If the value proposition isn't for you, then don't use it. You can't focus on a single feature while ignoring all the others. (ie - your 3 people team would pay $300/mo if you wanted SAML)


Vercel is a much better deal. Moved to there 3 years ago and never looked back


> are they really adding that much more value in hosting my site just because I have more contributors

... Yes? Netlify removes a lot of DevOps overhead, and the more people you have working on a site the more DevOps overhead it's eliminating. Imagine, for example, you have non-developer contributors like technical writers or marketers. Netlify makes it easy for them to see local and branch previews that exactly mirror production.

I think this disconnect is from thinking of Netlify as just hosting. (And this is a perception they've been fighting for many years -- rather successfully.) When you realize they're a dev workflow and collaboration tool, this pricing starts to make more sense.

> a desperate attempt for cash flow

It's not an unreasonable thing to do in the current market.
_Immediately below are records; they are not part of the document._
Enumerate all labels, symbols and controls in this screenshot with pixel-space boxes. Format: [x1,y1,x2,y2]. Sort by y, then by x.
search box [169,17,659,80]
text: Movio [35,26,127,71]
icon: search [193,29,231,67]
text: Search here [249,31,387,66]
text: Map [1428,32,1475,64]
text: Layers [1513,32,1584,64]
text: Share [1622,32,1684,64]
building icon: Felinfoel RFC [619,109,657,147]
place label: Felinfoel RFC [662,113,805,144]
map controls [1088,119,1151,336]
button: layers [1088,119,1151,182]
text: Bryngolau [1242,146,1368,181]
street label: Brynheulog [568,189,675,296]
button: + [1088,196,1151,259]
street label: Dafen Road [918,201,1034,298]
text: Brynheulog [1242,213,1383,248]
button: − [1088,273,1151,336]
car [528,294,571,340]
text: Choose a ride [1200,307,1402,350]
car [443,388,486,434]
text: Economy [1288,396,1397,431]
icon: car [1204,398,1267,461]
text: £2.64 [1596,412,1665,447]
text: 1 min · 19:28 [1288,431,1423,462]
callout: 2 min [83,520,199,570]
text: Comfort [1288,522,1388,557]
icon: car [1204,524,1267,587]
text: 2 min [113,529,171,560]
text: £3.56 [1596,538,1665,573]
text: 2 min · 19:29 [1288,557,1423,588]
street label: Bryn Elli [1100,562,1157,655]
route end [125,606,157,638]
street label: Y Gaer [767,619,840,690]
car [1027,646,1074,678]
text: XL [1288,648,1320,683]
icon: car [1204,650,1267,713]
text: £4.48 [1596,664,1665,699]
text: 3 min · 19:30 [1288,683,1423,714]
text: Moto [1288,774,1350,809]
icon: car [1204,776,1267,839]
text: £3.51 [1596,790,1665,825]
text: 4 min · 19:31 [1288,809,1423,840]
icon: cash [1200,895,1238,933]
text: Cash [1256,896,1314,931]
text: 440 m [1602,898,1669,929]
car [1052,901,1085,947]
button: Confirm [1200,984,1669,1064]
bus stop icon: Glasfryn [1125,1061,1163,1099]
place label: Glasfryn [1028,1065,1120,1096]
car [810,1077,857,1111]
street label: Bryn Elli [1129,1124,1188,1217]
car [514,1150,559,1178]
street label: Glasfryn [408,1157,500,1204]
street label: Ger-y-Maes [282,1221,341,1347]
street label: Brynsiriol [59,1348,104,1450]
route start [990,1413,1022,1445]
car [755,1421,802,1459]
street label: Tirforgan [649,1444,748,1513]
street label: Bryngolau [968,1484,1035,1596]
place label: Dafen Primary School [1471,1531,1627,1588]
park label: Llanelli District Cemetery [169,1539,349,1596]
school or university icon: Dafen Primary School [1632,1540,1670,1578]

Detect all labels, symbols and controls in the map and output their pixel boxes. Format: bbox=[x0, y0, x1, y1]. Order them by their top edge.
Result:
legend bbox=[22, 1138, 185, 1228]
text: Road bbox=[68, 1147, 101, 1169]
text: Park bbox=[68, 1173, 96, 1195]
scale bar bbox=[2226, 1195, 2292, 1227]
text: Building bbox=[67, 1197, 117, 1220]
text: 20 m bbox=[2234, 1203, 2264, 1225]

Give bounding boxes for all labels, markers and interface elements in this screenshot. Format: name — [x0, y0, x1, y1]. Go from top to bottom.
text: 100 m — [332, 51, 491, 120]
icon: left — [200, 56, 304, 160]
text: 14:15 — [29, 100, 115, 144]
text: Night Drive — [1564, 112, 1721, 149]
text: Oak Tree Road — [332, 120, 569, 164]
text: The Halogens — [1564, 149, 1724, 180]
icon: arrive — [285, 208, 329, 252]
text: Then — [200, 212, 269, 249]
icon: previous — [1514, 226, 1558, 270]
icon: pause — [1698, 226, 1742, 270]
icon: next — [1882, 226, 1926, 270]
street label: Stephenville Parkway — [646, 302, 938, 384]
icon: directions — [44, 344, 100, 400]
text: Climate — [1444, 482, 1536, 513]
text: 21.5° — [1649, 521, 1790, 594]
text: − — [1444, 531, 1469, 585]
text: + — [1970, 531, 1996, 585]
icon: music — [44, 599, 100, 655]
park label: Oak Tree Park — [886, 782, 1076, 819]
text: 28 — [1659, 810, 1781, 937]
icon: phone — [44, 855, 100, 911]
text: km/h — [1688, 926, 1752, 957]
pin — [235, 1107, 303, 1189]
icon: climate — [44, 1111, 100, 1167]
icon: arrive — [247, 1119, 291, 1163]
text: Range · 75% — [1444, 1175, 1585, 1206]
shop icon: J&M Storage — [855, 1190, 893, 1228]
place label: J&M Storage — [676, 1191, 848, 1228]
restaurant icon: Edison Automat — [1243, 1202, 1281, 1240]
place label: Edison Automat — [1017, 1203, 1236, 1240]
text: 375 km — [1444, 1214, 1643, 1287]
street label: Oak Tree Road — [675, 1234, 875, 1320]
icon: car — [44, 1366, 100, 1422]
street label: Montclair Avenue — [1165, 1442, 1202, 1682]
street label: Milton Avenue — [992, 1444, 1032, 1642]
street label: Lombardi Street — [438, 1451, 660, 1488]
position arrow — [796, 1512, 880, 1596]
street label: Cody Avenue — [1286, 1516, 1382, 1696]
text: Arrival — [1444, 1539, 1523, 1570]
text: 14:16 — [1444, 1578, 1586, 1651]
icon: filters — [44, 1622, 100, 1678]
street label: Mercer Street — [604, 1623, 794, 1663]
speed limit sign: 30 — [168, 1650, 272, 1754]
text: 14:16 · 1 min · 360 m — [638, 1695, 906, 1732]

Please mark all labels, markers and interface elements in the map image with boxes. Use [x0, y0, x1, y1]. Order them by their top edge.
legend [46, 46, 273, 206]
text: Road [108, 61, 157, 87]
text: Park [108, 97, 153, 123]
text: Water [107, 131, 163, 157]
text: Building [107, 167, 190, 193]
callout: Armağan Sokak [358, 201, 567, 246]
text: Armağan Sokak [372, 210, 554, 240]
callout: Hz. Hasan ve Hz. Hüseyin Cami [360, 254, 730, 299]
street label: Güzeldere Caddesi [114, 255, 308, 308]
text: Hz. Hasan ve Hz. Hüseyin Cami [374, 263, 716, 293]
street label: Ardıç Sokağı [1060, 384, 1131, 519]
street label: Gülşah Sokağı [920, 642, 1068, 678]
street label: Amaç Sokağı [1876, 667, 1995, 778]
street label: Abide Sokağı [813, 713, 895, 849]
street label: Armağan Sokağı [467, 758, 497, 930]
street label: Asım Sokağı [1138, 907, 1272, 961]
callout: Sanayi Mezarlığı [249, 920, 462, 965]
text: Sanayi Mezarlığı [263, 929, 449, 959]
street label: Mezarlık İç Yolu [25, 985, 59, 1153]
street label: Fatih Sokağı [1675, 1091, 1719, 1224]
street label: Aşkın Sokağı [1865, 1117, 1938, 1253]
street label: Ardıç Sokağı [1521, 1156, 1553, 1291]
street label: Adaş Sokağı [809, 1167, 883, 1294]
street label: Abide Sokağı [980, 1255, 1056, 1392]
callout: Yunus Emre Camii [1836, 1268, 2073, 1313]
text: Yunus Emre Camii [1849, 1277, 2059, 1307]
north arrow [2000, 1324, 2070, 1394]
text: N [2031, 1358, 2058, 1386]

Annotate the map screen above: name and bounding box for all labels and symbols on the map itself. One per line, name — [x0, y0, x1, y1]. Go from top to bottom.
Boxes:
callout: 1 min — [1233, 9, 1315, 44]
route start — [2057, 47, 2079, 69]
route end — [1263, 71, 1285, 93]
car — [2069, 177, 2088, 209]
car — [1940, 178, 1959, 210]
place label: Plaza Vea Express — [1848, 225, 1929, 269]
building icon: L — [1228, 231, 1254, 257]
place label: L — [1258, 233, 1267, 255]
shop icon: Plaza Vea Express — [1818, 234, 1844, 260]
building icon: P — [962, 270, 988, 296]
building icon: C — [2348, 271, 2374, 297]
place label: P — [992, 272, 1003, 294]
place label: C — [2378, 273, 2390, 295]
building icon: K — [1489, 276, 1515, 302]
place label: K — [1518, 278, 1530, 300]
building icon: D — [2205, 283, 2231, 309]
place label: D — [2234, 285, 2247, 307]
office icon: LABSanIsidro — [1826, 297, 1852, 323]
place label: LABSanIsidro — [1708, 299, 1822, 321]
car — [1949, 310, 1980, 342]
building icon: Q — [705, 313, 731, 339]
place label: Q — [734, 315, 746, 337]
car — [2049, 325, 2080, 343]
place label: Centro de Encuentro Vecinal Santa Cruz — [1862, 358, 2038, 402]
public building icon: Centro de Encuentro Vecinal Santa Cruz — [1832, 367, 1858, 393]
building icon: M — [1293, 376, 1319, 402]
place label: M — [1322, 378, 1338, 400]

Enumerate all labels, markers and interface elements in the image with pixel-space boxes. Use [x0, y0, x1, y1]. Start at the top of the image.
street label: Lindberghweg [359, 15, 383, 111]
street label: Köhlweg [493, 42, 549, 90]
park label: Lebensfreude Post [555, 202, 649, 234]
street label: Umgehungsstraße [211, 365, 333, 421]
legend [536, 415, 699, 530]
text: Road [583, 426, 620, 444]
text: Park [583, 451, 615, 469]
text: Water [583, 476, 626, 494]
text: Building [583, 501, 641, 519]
I'm a netlify customer, and I disagree.

Before this pricing change, I paid them $99 a month + bandwidth + build minute overages, with the sort of tacit understanding that until and unless my users need to log in to the site, they aren't billable. After this pricing change, all my developers get a login that they don't need or use, and my baseline price goes from $99 to $693.

I technically gained functionality in that developers can now log in and see why their builds failed, but with the rare exception of something being broken in the netlify build image, there is zero utility in that. They can see any of the errors that would be failing the build by looking in their local developer console to see what the linter complains about.

Yes, preview and feature branches are handy, as is the ability to rollback to a previous commit's deployed state, but that feature doesn't scale with "number of team members who have access to the repository" nearly as linearly as the pricing model wants it to be.

Beyond that, I moved from the $20 a month plan to the $99 a month business plan because of the premium edge network before they imposed a $99 per month per team member pricing change (so really I went from $20 a month + overages to $700 a month plus overages) only to see that now they want me to upgrade to the $3,000 a month enterprise plan to get the edge performance I signed up for.

Vercel is tempting.


In addition to Vercel, I would also suggest considering Cloudflare Pages. Although Vercel’s platform is more mature, CFP is slightly more framework-agnostic while Vercel, understandably, is a bit tilted in favor of Next.js development. (Of course, if you’re already a Next.js shop, that may seal the deal in favor of Vercel.) Both offer the same high-quality CDN performance at all pricing tiers, including their free tiers.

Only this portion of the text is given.